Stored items
########################################

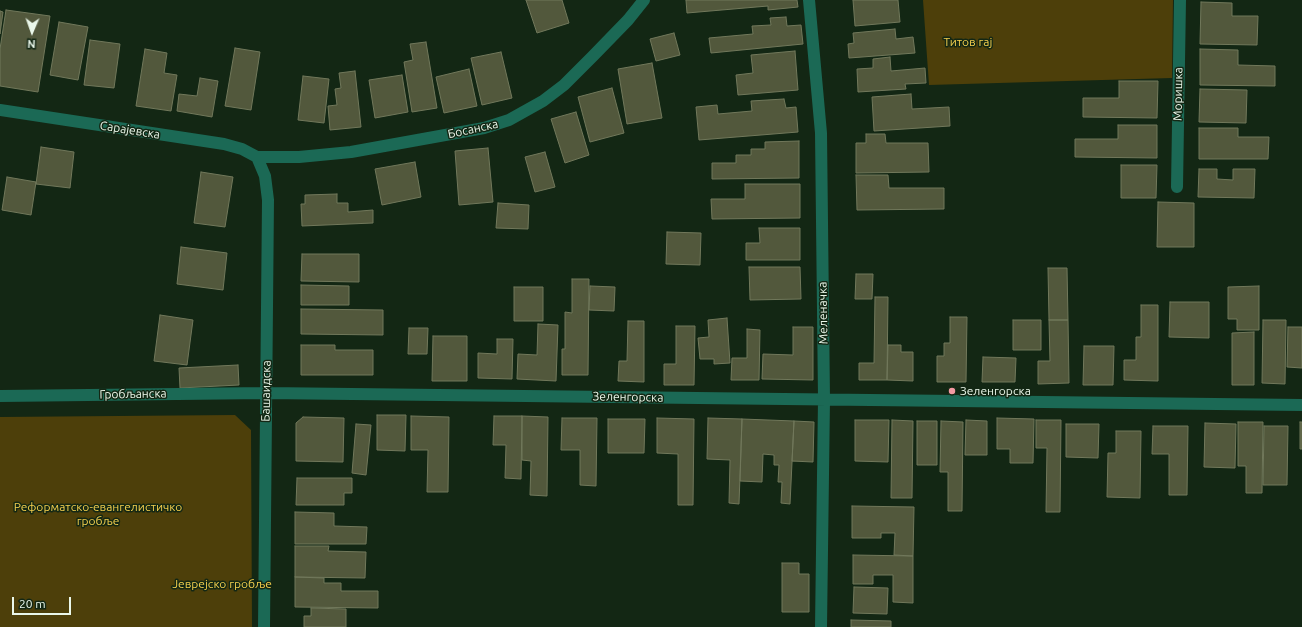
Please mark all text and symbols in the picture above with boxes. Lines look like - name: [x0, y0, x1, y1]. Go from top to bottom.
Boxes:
- north arrow: [12, 12, 52, 52]
- park label: Титов гај: [944, 35, 992, 49]
- text: N: [27, 38, 36, 50]
- street label: Моришка: [1170, 67, 1186, 121]
- street label: Босанска: [447, 117, 499, 141]
- street label: Сарајевска: [99, 118, 161, 142]
- street label: Меленачка: [815, 282, 831, 344]
- street label: Башаидска: [258, 360, 274, 422]
- place label: Зеленгорска: [960, 384, 1031, 398]
- street label: Гробљанска: [99, 386, 167, 402]
- marker: Зеленгорска: [947, 386, 957, 396]
- street label: Зеленгорска: [592, 389, 664, 405]
- park label: Реформатско-евангелистичко гробље: [14, 500, 182, 528]
- park label: Јеврејско гробље: [172, 577, 272, 591]
- scale bar: [14, 589, 73, 615]
- text: 20 m: [19, 597, 46, 610]

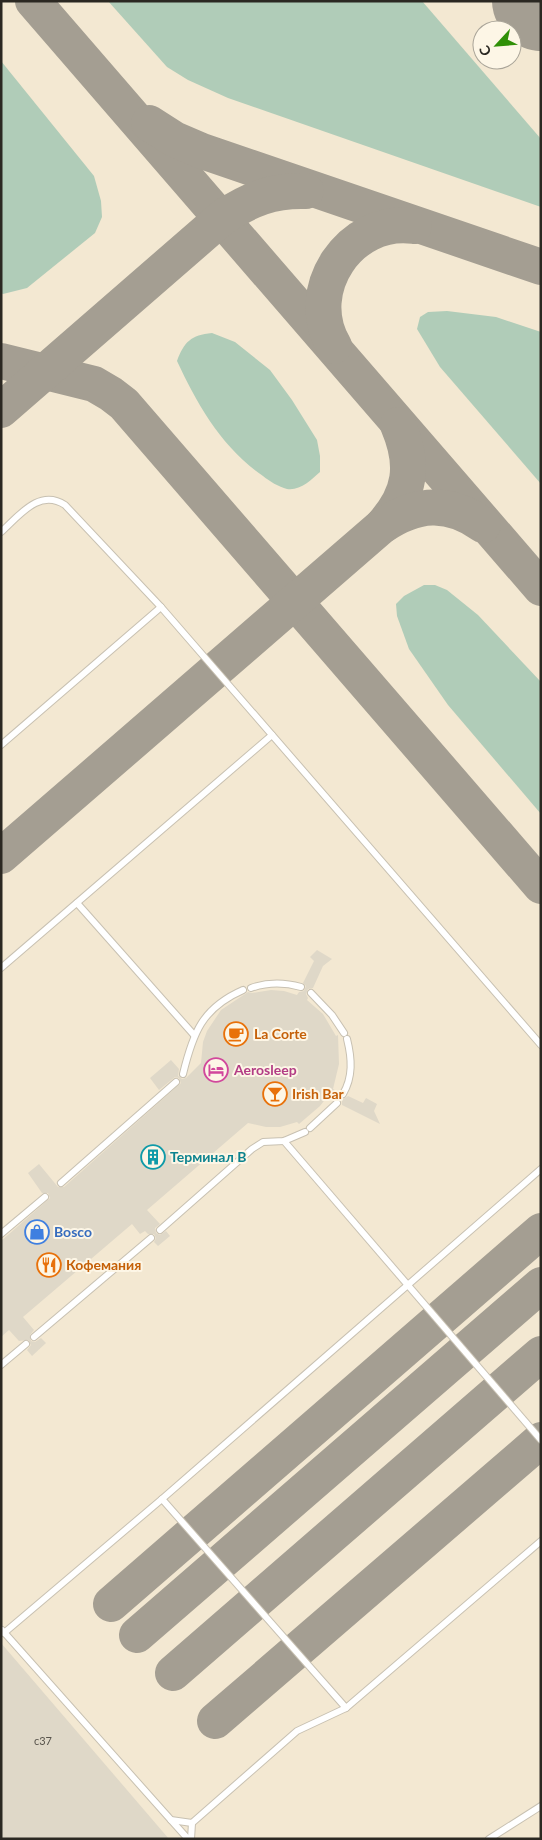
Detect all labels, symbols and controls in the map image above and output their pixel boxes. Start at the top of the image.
north arrow [472,20,522,70]
text: С [475,42,495,59]
cafe icon: La Corte [223,1021,249,1047]
place label: La Corte [254,1025,307,1042]
hotel icon: Aerosleep [203,1057,229,1083]
place label: Aerosleep [233,1061,297,1078]
bar icon: Irish Bar [262,1081,288,1107]
place label: Irish Bar [292,1085,344,1102]
building icon: Терминал B [140,1144,166,1170]
place label: Терминал B [170,1148,246,1165]
shop icon: Bosco [24,1219,50,1245]
place label: Bosco [54,1223,92,1240]
restaurant icon: Кофемания [36,1252,62,1278]
place label: Кофемания [66,1256,141,1273]
house number: с37 [34,1734,52,1747]

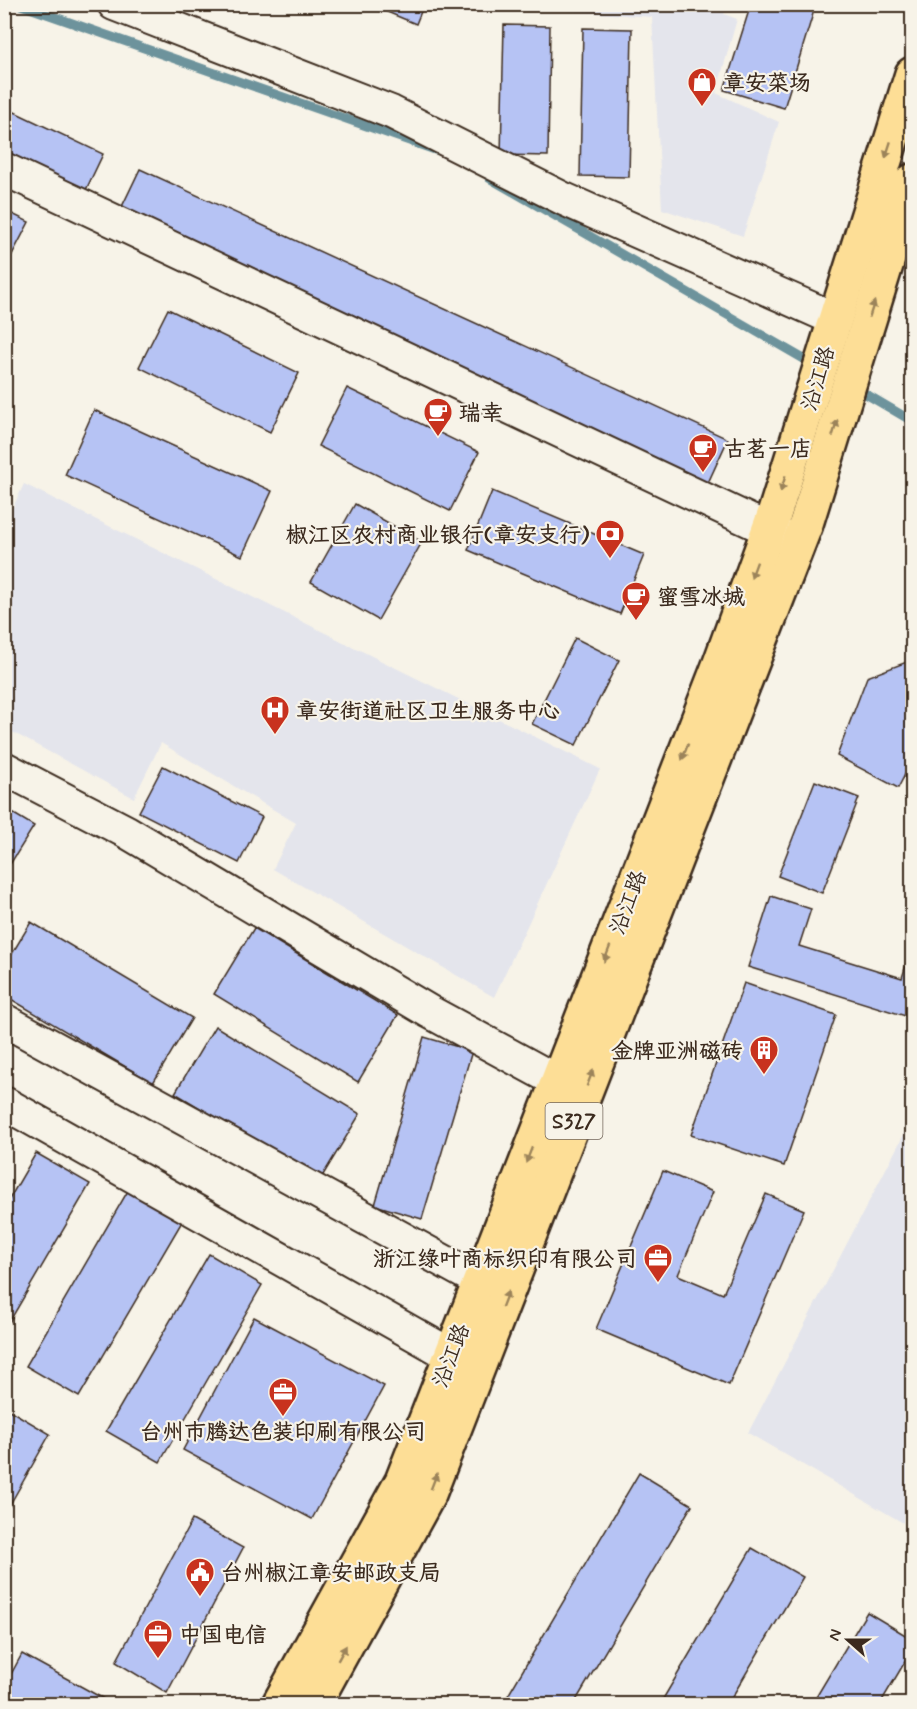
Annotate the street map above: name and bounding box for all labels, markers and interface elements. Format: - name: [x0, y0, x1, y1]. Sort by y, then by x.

########################################

◆ EXERCISE DETAILS ◆
Which lines above include the word "name"? Pick them out and copy them.

◆ EXERCISE ANSWER ◆
Please mark all text and symbols in the picture above with boxes. Lines look like - name: [x0, y0, x1, y1]. Go from top to bottom.
Annotate the street map above: name and bounding box for all labels, markers and interface elements. Format: - name: [x0, y0, x1, y1]. Sort by y, then by x.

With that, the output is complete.